Not every team has the personnel to make that style of offense sing, of course, but you don't necessarily need Steph Curry and Klay Thompson to run it effectively. The Heat run similar actions with Adebayo as the trigger man and the likes of Duncan Robinson and Tyler Herro providing the gravity in motion.
The Grizzlies also incorporated those types of sets into their offense this year, which helped catapult them to third in the league in offensive rating and produced a huge spike in center Steven Adams' assist rate. Here's Adams describing the philosophical shift for Memphis and the league as a whole:
For teams that don't have the benefit of elite off-the-dribble creators, working the ball into the post can be a great way to generate advantages. That's how the Nuggets managed to sustain a top-six offense this season despite getting below-average guard play in a pick-and-roll-dominated league. (No team had fewer possessions finished by a pick-and-roll ball-handler than Denver did.) This year's Raptors relied heavily on post-ups from their trio of jumbo wings to keep their guard-deficient, shooting-challenged offense afloat.

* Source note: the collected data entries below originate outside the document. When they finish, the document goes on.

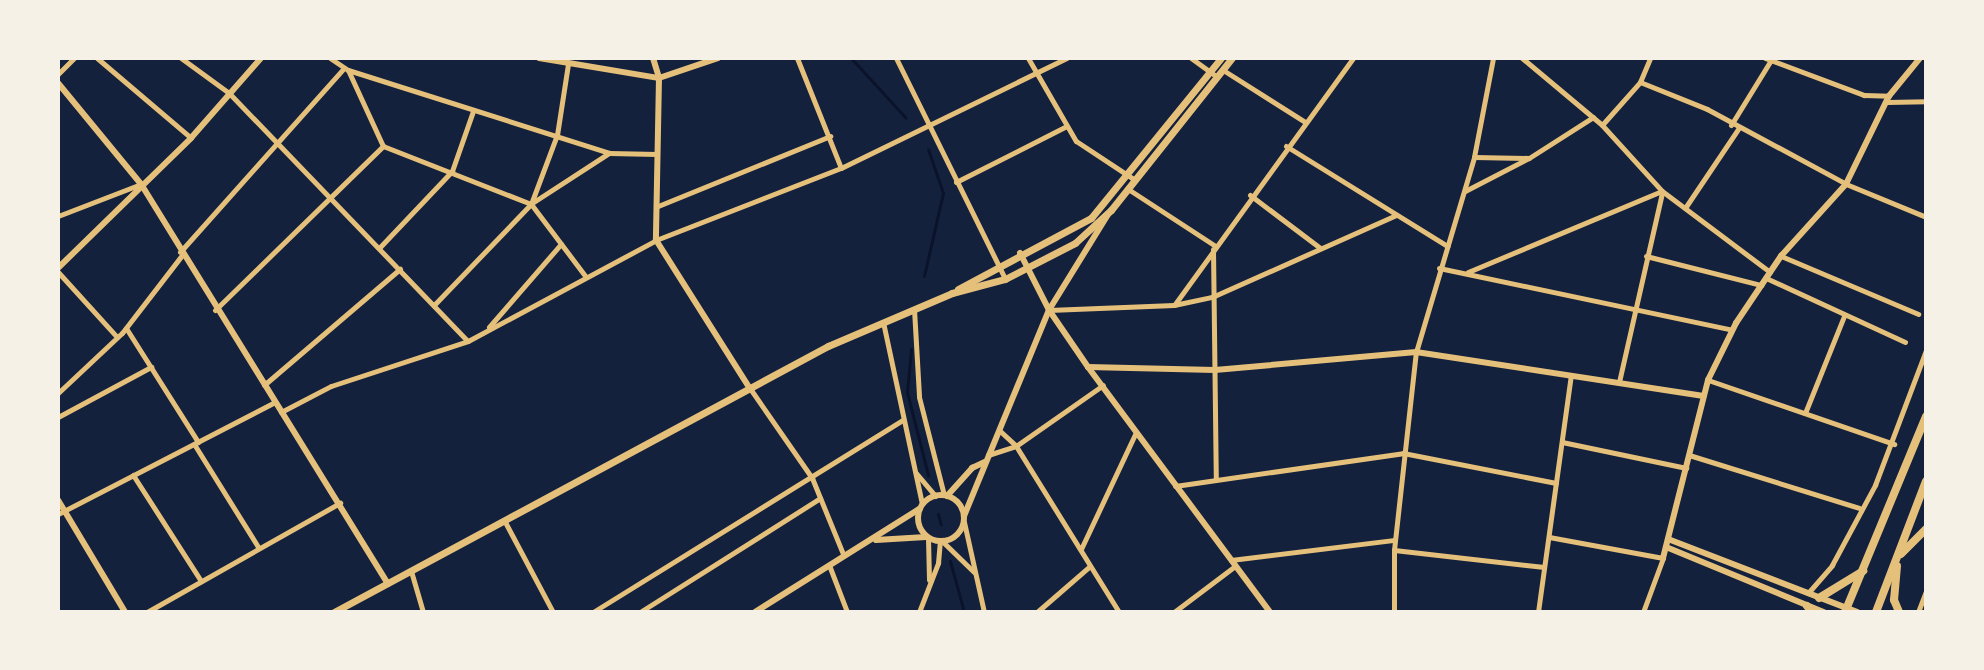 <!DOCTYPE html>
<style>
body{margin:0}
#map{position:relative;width:1984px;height:670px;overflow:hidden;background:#14213d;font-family:Quicksand,sans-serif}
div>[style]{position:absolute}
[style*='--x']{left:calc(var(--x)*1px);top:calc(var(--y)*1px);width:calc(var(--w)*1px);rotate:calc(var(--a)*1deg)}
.stream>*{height:3px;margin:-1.5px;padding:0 1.5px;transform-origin:1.5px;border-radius:1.5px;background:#0b132b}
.minor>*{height:5px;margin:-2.5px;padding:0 2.5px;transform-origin:2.5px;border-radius:2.5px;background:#e5c07b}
.tertiary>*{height:6px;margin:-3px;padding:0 3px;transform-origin:3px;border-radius:3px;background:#e5c07b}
.tertiary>.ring{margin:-3px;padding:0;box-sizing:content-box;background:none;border:6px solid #e5c07b;border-radius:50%}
.secondary>*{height:7px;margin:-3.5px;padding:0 3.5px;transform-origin:3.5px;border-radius:3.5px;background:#e5c07b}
.primary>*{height:8px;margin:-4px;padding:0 4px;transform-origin:4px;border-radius:4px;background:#e5c07b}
span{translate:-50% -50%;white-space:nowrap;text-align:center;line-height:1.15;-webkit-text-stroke:8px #f6f1e7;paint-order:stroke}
.frame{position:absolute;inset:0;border:60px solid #f6f1e7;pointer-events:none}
</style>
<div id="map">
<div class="stream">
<div style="--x:851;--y:58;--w:81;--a:47.5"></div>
<div style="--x:924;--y:276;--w:85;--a:-77.1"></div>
<div style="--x:943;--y:193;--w:46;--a:-108.8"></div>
<div style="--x:911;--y:349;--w:43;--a:95.3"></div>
<div style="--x:907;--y:392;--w:86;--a:75.8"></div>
<div style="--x:938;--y:514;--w:11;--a:75"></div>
<div style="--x:950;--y:561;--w:53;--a:74.6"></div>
</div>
<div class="minor">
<div style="--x:97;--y:58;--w:123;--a:40.4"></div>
<div style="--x:181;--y:58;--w:59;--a:36.1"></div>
<div style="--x:229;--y:93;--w:343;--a:46.1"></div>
<div style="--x:330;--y:58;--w:22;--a:34"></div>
<div style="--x:348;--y:70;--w:274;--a:17.6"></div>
<div style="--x:609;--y:153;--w:48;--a:1.2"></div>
<div style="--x:797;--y:58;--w:118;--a:68.2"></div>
<div style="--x:896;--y:58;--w:246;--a:63.7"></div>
<div style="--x:1028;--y:58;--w:96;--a:60"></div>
<div style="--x:1076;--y:141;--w:71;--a:33.5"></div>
<div style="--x:1191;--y:58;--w:32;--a:36"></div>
<div style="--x:1522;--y:58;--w:104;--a:39.9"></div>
<div style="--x:1602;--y:125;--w:89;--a:47.7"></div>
<div style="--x:1662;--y:191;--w:135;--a:36.9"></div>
<div style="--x:1765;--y:58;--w:106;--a:20.5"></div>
<div style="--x:1864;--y:95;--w:25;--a:2"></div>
<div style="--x:348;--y:70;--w:84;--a:65.3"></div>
<div style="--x:1223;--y:70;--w:97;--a:32.4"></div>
<div style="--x:58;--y:74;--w:23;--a:-45"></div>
<div style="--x:1640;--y:82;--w:72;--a:21.9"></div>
<div style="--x:1707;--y:109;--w:158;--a:28.3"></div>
<div style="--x:1846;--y:184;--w:87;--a:22.4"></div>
<div style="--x:1887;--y:102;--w:39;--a:-1"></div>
<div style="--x:1602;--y:125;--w:57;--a:-48.5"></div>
<div style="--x:1640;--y:82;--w:26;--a:-67"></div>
<div style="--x:1731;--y:125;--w:76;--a:-58.4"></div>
<div style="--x:383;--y:146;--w:159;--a:21.4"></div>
<div style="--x:531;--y:204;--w:91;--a:53"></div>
<div style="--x:1286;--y:146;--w:190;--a:31.8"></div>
<div style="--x:1474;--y:157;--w:55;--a:1"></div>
<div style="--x:1529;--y:158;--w:76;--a:-32.6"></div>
<div style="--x:956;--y:182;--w:124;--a:-26.8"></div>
<div style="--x:1128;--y:189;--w:103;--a:33.1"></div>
<div style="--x:1465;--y:191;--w:70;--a:-27.3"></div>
<div style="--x:1250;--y:195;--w:88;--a:37.1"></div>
<div style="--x:532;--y:203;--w:92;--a:-33"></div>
<div style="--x:658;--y:206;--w:186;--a:-22.1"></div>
<div style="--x:1685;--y:208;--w:95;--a:-56.1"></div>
<div style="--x:58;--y:216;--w:89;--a:-21.1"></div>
<div style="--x:380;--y:247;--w:105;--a:-46.5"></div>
<div style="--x:452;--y:171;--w:64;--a:-70.7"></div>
<div style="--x:1213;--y:249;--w:231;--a:89.3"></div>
<div style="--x:180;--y:252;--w:246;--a:-48.3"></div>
<div style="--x:1646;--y:256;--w:119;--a:14.2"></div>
<div style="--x:1781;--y:256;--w:149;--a:22.9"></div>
<div style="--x:1439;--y:268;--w:299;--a:11.9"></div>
<div style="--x:58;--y:272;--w:88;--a:47.8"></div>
<div style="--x:1468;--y:272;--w:210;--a:-22.7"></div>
<div style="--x:1766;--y:278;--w:153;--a:24.7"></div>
<div style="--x:1175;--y:304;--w:304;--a:-54.1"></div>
<div style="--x:434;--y:305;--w:140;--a:-46.2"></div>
<div style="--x:531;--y:204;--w:74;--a:-69.4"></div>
<div style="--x:557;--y:135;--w:72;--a:-81.2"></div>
<div style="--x:914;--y:309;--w:88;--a:86.7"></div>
<div style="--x:919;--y:397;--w:101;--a:75.7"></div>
<div style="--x:215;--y:310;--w:235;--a:-44.3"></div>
<div style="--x:1049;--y:310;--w:125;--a:-2.3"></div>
<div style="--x:1174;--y:305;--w:39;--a:-12"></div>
<div style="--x:1212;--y:297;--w:201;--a:-24"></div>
<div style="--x:883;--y:322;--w:186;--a:77.9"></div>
<div style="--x:489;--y:327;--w:110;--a:-49.1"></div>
<div style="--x:126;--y:328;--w:135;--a:57.7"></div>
<div style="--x:1708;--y:380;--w:197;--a:19"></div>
<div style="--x:1619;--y:382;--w:195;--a:-77.2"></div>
<div style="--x:264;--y:385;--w:179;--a:-40.5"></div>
<div style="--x:749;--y:387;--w:111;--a:55.3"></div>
<div style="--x:812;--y:478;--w:82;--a:67.8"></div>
<div style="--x:58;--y:393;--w:88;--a:-43.2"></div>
<div style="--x:122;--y:333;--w:98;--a:-52.4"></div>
<div style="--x:281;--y:412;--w:56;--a:-27.5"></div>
<div style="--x:331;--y:386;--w:144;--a:-18.2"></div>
<div style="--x:468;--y:341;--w:213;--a:-28.2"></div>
<div style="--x:656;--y:240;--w:199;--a:-21.3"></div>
<div style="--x:841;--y:168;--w:251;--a:-26"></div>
<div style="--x:1805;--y:413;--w:105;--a:-68.1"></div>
<div style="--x:58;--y:417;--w:106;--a:-28.3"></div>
<div style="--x:999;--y:430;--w:23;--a:43"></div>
<div style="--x:1016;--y:446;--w:195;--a:58.2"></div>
<div style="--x:1562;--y:442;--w:127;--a:11.8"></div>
<div style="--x:194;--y:444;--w:121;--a:58.1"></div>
<div style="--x:988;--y:455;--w:29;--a:-18"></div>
<div style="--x:1016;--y:446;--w:106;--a:-35"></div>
<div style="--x:1689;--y:455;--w:178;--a:17.3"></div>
<div style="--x:916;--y:473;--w:30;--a:50"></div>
<div style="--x:133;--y:475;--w:126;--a:57.3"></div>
<div style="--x:1175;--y:486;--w:230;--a:-8.2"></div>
<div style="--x:1403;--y:453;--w:156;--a:11.1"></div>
<div style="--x:58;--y:514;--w:242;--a:-27.3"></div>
<div style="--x:504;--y:520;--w:104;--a:62"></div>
<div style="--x:964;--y:522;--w:92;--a:77.5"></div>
<div style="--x:1549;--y:537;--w:116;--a:10.4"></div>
<div style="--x:1663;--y:558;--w:58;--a:110.3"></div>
<div style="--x:928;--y:538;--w:42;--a:88.6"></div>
<div style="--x:943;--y:542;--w:43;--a:44.1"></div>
<div style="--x:1081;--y:549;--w:129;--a:-64.8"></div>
<div style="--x:1394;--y:550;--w:151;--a:6.5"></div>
<div style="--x:1231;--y:560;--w:165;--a:-7"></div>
<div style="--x:829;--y:565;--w:50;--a:69"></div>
<div style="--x:411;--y:571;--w:43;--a:73.7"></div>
<div style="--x:1808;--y:593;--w:37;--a:-49"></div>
<div style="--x:1832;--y:565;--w:91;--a:-61.7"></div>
<div style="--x:1875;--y:485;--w:144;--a:-69.3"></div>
<div style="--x:147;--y:612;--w:222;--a:-29.5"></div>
<div style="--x:593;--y:612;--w:365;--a:-31.8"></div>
<div style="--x:640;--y:612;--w:213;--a:-32.3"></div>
<div style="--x:919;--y:612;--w:53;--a:-68.8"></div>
<div style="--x:938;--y:563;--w:21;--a:-85"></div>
<div style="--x:1037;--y:612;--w:70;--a:-41"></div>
<div style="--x:1174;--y:612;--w:76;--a:-37"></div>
<div style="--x:1394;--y:612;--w:62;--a:-90"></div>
<div style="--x:1394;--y:550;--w:199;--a:-83.7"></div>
<div style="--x:1416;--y:352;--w:203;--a:-73.4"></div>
<div style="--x:1474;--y:157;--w:101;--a:-79.1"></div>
<div style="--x:1538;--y:612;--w:239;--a:-82.1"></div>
<div style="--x:1918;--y:612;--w:22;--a:-69"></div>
</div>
<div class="tertiary">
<div style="--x:539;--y:58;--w:122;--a:9.5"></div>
<div style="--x:659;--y:78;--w:62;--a:-18.7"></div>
<div style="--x:653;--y:58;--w:21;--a:73"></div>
<div style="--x:659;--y:78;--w:162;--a:91.1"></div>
<div style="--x:656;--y:240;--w:174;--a:57.7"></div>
<div style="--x:58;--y:83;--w:131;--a:50.6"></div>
<div style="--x:141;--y:184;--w:470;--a:58.3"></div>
<div style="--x:1020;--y:253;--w:64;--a:63"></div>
<div style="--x:1049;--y:310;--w:69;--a:55.6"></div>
<div style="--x:1088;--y:367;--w:305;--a:53.4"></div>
<div style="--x:58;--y:268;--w:186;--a:-44.3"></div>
<div style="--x:191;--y:138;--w:106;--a:-48.8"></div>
<div style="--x:1088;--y:367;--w:127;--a:1.4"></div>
<div style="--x:1215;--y:370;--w:202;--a:-5.1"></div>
<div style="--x:1416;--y:352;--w:291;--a:8.7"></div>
<div class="ring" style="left:918px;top:495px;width:40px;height:40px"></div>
<div style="--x:947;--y:496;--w:38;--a:-48"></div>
<div style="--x:972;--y:468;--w:14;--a:-25"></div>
<div style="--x:58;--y:500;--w:131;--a:59.1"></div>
<div style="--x:964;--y:516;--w:223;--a:-67.6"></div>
<div style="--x:1049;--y:310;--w:114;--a:-58.3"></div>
<div style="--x:1668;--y:539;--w:203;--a:21.1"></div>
<div style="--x:876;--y:540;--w:50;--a:-3.4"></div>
<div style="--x:1666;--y:547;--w:171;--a:22.4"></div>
<div style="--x:1663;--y:558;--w:184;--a:-75.8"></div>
<div style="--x:1708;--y:380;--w:64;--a:-63.8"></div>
<div style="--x:1736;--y:323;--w:81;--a:-56.1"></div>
<div style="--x:1781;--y:256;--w:97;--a:-47.9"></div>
<div style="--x:1846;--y:184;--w:98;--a:-64"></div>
<div style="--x:1889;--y:96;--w:49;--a:-50.8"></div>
<div style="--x:755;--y:612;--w:194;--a:-32.1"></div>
</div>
<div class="secondary">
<div style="--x:958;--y:289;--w:151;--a:-28.1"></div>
<div style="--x:1091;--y:218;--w:206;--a:-50.9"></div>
<div style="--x:334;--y:612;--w:561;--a:-28.3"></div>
<div style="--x:828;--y:346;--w:135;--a:-23.1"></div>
<div style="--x:952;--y:293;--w:55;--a:-14.8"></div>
<div style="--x:1005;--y:279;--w:79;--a:-27.2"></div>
<div style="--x:1075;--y:243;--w:49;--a:-42.5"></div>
<div style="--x:1111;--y:210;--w:194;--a:-51.5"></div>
</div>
<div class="primary">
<div style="--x:1901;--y:554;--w:35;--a:-45"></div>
<div style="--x:1897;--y:566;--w:34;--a:95"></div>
<div style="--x:1894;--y:600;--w:13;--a:67"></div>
<div style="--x:1819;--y:598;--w:52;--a:-31.5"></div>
<div style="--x:1807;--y:606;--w:8;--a:50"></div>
<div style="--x:1845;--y:612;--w:212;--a:-67.5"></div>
<div style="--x:1876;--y:612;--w:140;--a:-69.1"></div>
</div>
<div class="frame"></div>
</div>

That's not to say pick-and-roll-oriented offense precludes post play, or vice versa. Very often the former flows naturally into the latter. With switching becoming a bedrock of NBA defense, bigs frequently find themselves enjoying significant size mismatches after setting ball screens. The ability to punish those mismatches - to seal, establish deep position, and either score or draw a double-team before the defense can scram its way out of the mismatch - has become massively important. That's particularly true in the playoffs, when things get even switchier.
The extent to which Deandre Ayton can do so will have major implications for the Suns' title quest. The Sixers' fate rests in large part on Embiid's ability to carry over his improved double-team navigation. The switch-everything Celtics will dare everyone they play to attack their stout guards on the back end. Rudy Gobert and the Jazz will face the same question they face every spring.
Any way you slice it, the post is set to be a crucial battleground this postseason. Not just for the three MVP contenders and the dangerous squads they lead, but for every team that made the dance.